= Cody Yerkovich =

New Zealand model and humanitarian advocate

Cody Carlece Yerkovich is a New Zealand model, advocate and beauty pageant titleholder. She was the winner of the Miss New Zealand 2010 and represented her country at Miss World 2010 but unplaced.

She comes from Kaitaia in New Zealand's north. She is of Māori, German and Croatian heritage. At Auckland's Sky City Convention Centre, she won the 2010 Miss New Zealand title, beating the other 15 finalists. She was set to represent New Zealand at the Miss World beauty pageant in November of that year.

==Background==
She has the distinction of being the first Miss New Zealand from the north of New Zealand.
===Miss New Zealand===
In September 2010, she was in East Timor to show support for the economic and cultural development in the country and to spend time with the local children she had been sponsoring. While there she met Amelia Amaral, a National Police of Timor-Leste officer, and she visited the Suai Early Childhood Center and orphanage where she also met with children sponsored by other New Zealanders.
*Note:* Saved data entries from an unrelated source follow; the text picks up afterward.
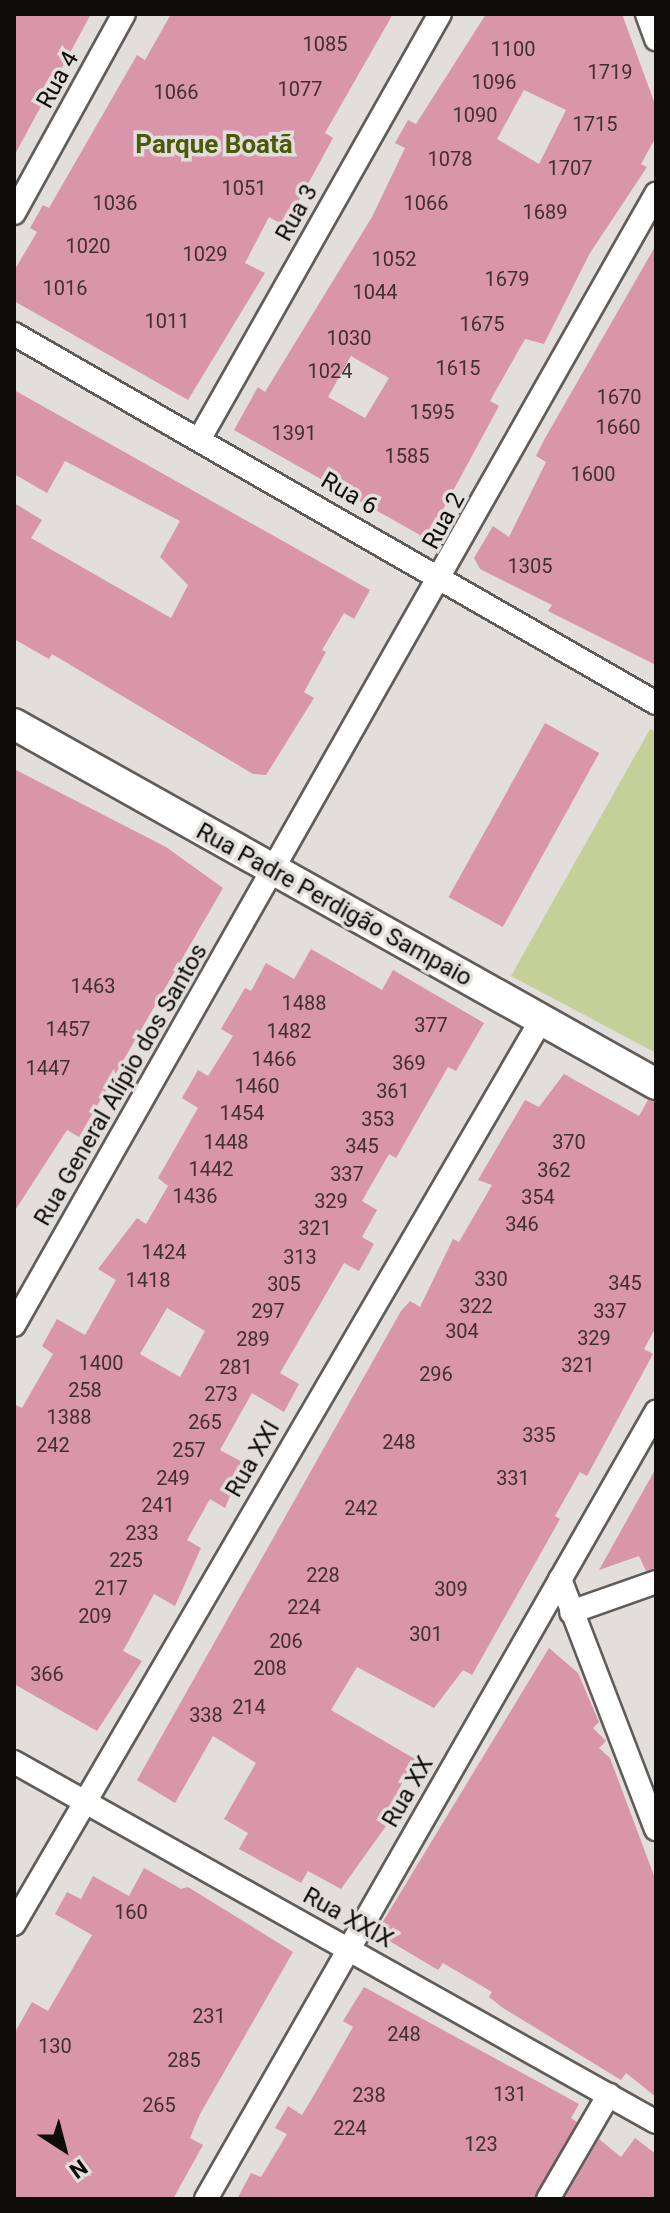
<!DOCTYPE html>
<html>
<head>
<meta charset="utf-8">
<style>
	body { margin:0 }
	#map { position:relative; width:670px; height:2213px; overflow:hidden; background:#e2dedb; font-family:Roboto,sans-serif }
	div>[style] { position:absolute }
	.green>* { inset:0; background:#c4d097 }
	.building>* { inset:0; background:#d995aa; transform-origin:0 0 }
	.roads { filter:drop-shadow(2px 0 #605c5a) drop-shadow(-2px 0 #605c5a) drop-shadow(0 2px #605c5a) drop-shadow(0 -2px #605c5a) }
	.minor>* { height:22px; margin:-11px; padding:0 11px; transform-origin:11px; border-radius:11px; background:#fff }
	.secondary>* { height:30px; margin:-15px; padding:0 15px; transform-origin:15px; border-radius:15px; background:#fff }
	span { translate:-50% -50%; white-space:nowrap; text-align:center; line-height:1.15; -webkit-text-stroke:7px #e2dedb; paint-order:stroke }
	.number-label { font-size:20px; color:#412f34 }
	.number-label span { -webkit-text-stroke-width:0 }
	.street-label { font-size:24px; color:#0e0d0c }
	.neighbourhood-label { font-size:26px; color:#4b5909; font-weight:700 }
	.frame { position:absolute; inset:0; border:16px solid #0e0d0c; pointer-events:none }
	.north { position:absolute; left:24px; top:2109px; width:80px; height:80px; -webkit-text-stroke:6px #e2dedb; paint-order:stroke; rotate:144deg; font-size:22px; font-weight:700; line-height:32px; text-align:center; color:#0e0d0c }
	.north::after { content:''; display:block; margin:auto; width:28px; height:36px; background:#0e0d0c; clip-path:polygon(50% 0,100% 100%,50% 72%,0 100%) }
</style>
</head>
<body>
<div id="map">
	<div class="green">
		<i style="clip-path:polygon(650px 729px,656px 732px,656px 1053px,511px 976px)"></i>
	</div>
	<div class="building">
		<i style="clip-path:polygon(14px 14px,91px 14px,14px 156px)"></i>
		<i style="clip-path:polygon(171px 14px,393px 14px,325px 133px,333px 138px,285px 226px,269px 217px,245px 263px,265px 273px,188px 400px,14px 301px,14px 271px,37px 232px,30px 228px,43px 205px,49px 208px,137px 55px,145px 60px)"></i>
		<i style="clip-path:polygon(evenodd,486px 14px,622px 14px,656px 107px,656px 137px,641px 164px,647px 167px,590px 253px,544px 344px,525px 339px,490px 401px,499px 406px,427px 539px,234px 430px,258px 387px,265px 392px,372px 217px,405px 148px,395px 143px,408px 120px,416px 124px,486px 14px,524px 90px,566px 110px,539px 164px,497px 139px,524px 90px,486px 14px,351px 356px,389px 378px,365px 418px,328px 397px,351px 356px)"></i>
		<i style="clip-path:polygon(656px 245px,656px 665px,548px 611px,552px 605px,480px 569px,474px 558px,493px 526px,509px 537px,546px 462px,536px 456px,544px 440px)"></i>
		<i style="clip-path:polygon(14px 390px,370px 590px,354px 619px,344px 613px,322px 650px,326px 652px,304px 692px,314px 698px,266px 775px,253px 774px,52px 654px,49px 659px,14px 639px,14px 503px,42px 520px,31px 538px,171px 618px,188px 585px,160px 557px,180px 521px,65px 461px,47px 493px,14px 474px)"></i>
		<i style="left:545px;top:723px;width:62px;height:199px;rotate:29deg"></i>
		<i style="clip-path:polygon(14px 769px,166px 847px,223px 888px,79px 1137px,67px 1130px,14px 1212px)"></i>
		<i style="clip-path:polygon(evenodd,311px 949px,382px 990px,393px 970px,484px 1023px,456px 1071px,448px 1067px,396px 1158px,389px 1154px,362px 1201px,377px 1210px,362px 1237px,374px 1244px,359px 1271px,344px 1263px,280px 1373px,299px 1384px,284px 1412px,252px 1393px,220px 1450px,244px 1463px,225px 1508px,210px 1499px,187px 1540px,201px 1548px,175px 1606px,154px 1594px,123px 1651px,142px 1661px,97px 1731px,14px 1684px,14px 1404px,22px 1408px,53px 1354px,42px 1346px,57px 1319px,85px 1335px,116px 1280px,98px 1269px,137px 1218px,146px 1224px,168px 1186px,158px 1178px,198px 1108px,182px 1098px,198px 1070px,208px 1076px,233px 1036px,221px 1029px,245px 988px,251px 991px,266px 963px,294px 979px,311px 949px,167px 1308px,205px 1331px,180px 1377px,140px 1354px,167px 1308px)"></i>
		<i style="clip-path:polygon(564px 1074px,639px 1116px,648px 1100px,656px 1102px,656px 1327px,644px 1349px,653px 1354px,587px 1476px,580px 1472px,555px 1516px,560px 1519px,472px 1675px,463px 1670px,434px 1708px,357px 1667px,331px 1710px,415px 1759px,381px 1823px,386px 1826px,341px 1889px,308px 1871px,301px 1883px,239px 1849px,248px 1833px,224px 1819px,256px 1763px,213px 1736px,175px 1803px,137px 1780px,401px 1311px,410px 1301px,420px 1307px,453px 1239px,459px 1242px,492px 1185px,478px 1180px,525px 1100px,539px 1107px)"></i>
		<i style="clip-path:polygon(656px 1468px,656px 1568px,646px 1571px,639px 1556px,599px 1570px)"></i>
		<i style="clip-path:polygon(549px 1648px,578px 1673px,599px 1722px,593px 1728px,606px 1741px,599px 1748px,610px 1758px,656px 1881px,656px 2097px,626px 2073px,621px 2080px,503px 2008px,489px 1997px,492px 1992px,443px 1963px,438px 1970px,376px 1933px)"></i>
		<i style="clip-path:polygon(144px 1868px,181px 1889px,188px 1887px,293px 1952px,200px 2114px,190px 2138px,203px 2145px,173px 2199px,14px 2199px,14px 2034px,32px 2002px,48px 2011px,92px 1935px,55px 1914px,67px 1892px,81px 1899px,93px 1876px,129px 1896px)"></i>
		<i style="clip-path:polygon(364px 1987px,579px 2104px,571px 2118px,577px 2122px,534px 2199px,237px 2199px,251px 2173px,261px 2177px,287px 2134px,275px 2128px,288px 2106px,302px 2115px,317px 2090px,353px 2027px,343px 2021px)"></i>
		<i style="clip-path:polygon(635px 2138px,656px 2154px,656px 2199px,564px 2199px,599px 2139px,621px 2157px)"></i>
	</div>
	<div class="roads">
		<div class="minor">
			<i style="left:647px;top:14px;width:27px;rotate:70deg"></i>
			<i style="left:14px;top:213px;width:227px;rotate:-61.1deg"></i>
			<i style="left:14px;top:334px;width:740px;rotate:29.89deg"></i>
			<i style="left:200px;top:438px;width:487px;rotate:-60.5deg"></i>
			<i style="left:14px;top:1325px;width:1301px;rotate:-60.42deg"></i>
			<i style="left:560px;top:1579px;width:268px;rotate:69deg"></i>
			<i style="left:571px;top:1612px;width:90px;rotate:-19.4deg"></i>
			<i style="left:14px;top:1762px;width:736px;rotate:29.28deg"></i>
			<i style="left:14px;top:1924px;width:1044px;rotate:-59.75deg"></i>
			<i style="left:206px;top:2199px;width:907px;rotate:-60.24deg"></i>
			<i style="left:548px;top:2199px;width:121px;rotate:-59.8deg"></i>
		</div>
		<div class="secondary">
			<i style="left:14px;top:724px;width:736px;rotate:29.28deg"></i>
		</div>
	</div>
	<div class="number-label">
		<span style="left:325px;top:44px">1085</span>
		<span style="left:513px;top:49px">1100</span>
		<span style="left:610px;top:72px">1719</span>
		<span style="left:494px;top:82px">1096</span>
		<span style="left:300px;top:89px">1077</span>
		<span style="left:176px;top:92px">1066</span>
		<span style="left:475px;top:115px">1090</span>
		<span style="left:595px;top:124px">1715</span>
		<span style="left:450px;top:159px">1078</span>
		<span style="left:570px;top:168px">1707</span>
		<span style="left:244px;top:188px">1051</span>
		<span style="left:115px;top:203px">1036</span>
		<span style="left:426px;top:203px">1066</span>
		<span style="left:545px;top:212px">1689</span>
		<span style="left:88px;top:246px">1020</span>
		<span style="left:205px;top:254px">1029</span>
		<span style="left:394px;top:259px">1052</span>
		<span style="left:507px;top:279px">1679</span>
		<span style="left:65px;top:288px">1016</span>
		<span style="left:375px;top:292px">1044</span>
		<span style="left:167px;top:321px">1011</span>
		<span style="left:482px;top:324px">1675</span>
		<span style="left:349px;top:338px">1030</span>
		<span style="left:458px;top:368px">1615</span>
		<span style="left:330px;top:371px">1024</span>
		<span style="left:619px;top:397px">1670</span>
		<span style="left:432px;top:412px">1595</span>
		<span style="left:618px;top:427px">1660</span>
		<span style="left:294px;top:433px">1391</span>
		<span style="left:407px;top:456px">1585</span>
		<span style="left:593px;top:474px">1600</span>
		<span style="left:530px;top:566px">1305</span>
		<span style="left:93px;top:986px">1463</span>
		<span style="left:304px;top:1003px">1488</span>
		<span style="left:431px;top:1025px">377</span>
		<span style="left:68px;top:1029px">1457</span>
		<span style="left:289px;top:1031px">1482</span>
		<span style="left:274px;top:1059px">1466</span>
		<span style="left:409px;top:1063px">369</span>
		<span style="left:48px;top:1068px">1447</span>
		<span style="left:257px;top:1086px">1460</span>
		<span style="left:393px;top:1091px">361</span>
		<span style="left:242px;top:1113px">1454</span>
		<span style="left:378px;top:1119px">353</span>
		<span style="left:226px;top:1142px">1448</span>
		<span style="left:569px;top:1142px">370</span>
		<span style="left:362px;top:1146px">345</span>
		<span style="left:211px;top:1169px">1442</span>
		<span style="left:554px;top:1170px">362</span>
		<span style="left:347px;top:1174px">337</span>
		<span style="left:195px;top:1196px">1436</span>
		<span style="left:538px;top:1197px">354</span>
		<span style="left:331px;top:1201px">329</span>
		<span style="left:522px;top:1224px">346</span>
		<span style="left:315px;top:1228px">321</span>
		<span style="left:164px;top:1252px">1424</span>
		<span style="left:300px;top:1257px">313</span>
		<span style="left:491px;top:1279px">330</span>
		<span style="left:148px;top:1280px">1418</span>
		<span style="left:625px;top:1283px">345</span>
		<span style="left:284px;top:1284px">305</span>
		<span style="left:476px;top:1306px">322</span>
		<span style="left:268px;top:1311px">297</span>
		<span style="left:610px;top:1311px">337</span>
		<span style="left:462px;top:1331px">304</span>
		<span style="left:594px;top:1338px">329</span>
		<span style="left:253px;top:1339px">289</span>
		<span style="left:101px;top:1363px">1400</span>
		<span style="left:578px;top:1365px">321</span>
		<span style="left:236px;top:1367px">281</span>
		<span style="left:436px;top:1374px">296</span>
		<span style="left:85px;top:1390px">258</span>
		<span style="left:221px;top:1394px">273</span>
		<span style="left:69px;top:1417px">1388</span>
		<span style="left:205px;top:1422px">265</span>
		<span style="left:539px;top:1435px">335</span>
		<span style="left:399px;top:1442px">248</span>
		<span style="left:53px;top:1445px">242</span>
		<span style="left:189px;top:1450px">257</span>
		<span style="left:173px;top:1478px">249</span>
		<span style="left:513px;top:1478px">331</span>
		<span style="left:158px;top:1505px">241</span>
		<span style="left:361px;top:1508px">242</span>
		<span style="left:142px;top:1533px">233</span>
		<span style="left:126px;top:1560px">225</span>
		<span style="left:323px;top:1575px">228</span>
		<span style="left:111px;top:1588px">217</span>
		<span style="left:451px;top:1589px">309</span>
		<span style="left:304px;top:1607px">224</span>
		<span style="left:95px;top:1616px">209</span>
		<span style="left:426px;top:1634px">301</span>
		<span style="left:286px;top:1641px">206</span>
		<span style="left:270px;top:1668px">208</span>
		<span style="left:47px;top:1674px">366</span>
		<span style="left:249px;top:1707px">214</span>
		<span style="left:206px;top:1715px">338</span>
		<span style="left:131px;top:1912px">160</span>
		<span style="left:209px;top:2016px">231</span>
		<span style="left:404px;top:2034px">248</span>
		<span style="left:55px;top:2046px">130</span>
		<span style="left:184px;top:2060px">285</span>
		<span style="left:510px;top:2094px">131</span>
		<span style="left:369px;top:2095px">238</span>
		<span style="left:159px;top:2105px">265</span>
		<span style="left:350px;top:2128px">224</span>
		<span style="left:481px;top:2144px">123</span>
	</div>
	<div class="street-label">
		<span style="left:58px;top:80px;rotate:-61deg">Rua 4</span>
		<span style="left:297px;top:213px;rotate:-61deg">Rua 3</span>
		<span style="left:349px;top:494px;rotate:30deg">Rua 6</span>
		<span style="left:444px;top:521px;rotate:-61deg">Rua 2</span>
		<span style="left:334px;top:905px;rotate:29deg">Rua Padre Perdigão Sampaio</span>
		<span style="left:121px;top:1085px;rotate:-60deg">Rua General Alípio dos Santos</span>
		<span style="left:253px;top:1459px;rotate:-60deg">Rua XXI</span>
		<span style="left:408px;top:1792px;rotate:-60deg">Rua XX</span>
		<span style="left:348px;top:1918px;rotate:29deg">Rua XXIX</span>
	</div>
	<div class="neighbourhood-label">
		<span style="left:214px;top:145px">Parque Boatã</span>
	</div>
	<div class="frame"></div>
	<div class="north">N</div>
</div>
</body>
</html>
She also stayed with the New Zealand Ambassador there.
While in East Timor she attended charitable events with Nobel Peace Prize Winner and President of East Timor Jose Ramos-Horta

She traveled to South Africa as an ambassador for the New Zealand All Whites in the Fifa World Cup 2010 where she attended political and charitable events with Nelson Mandela.

She was tipped to win the Miss World crown by international pageant experts due to her exotic looks, height and graceful down to earth personality but certain issues arose out of her control. She cites the conflict between local pageant organisers as one reason.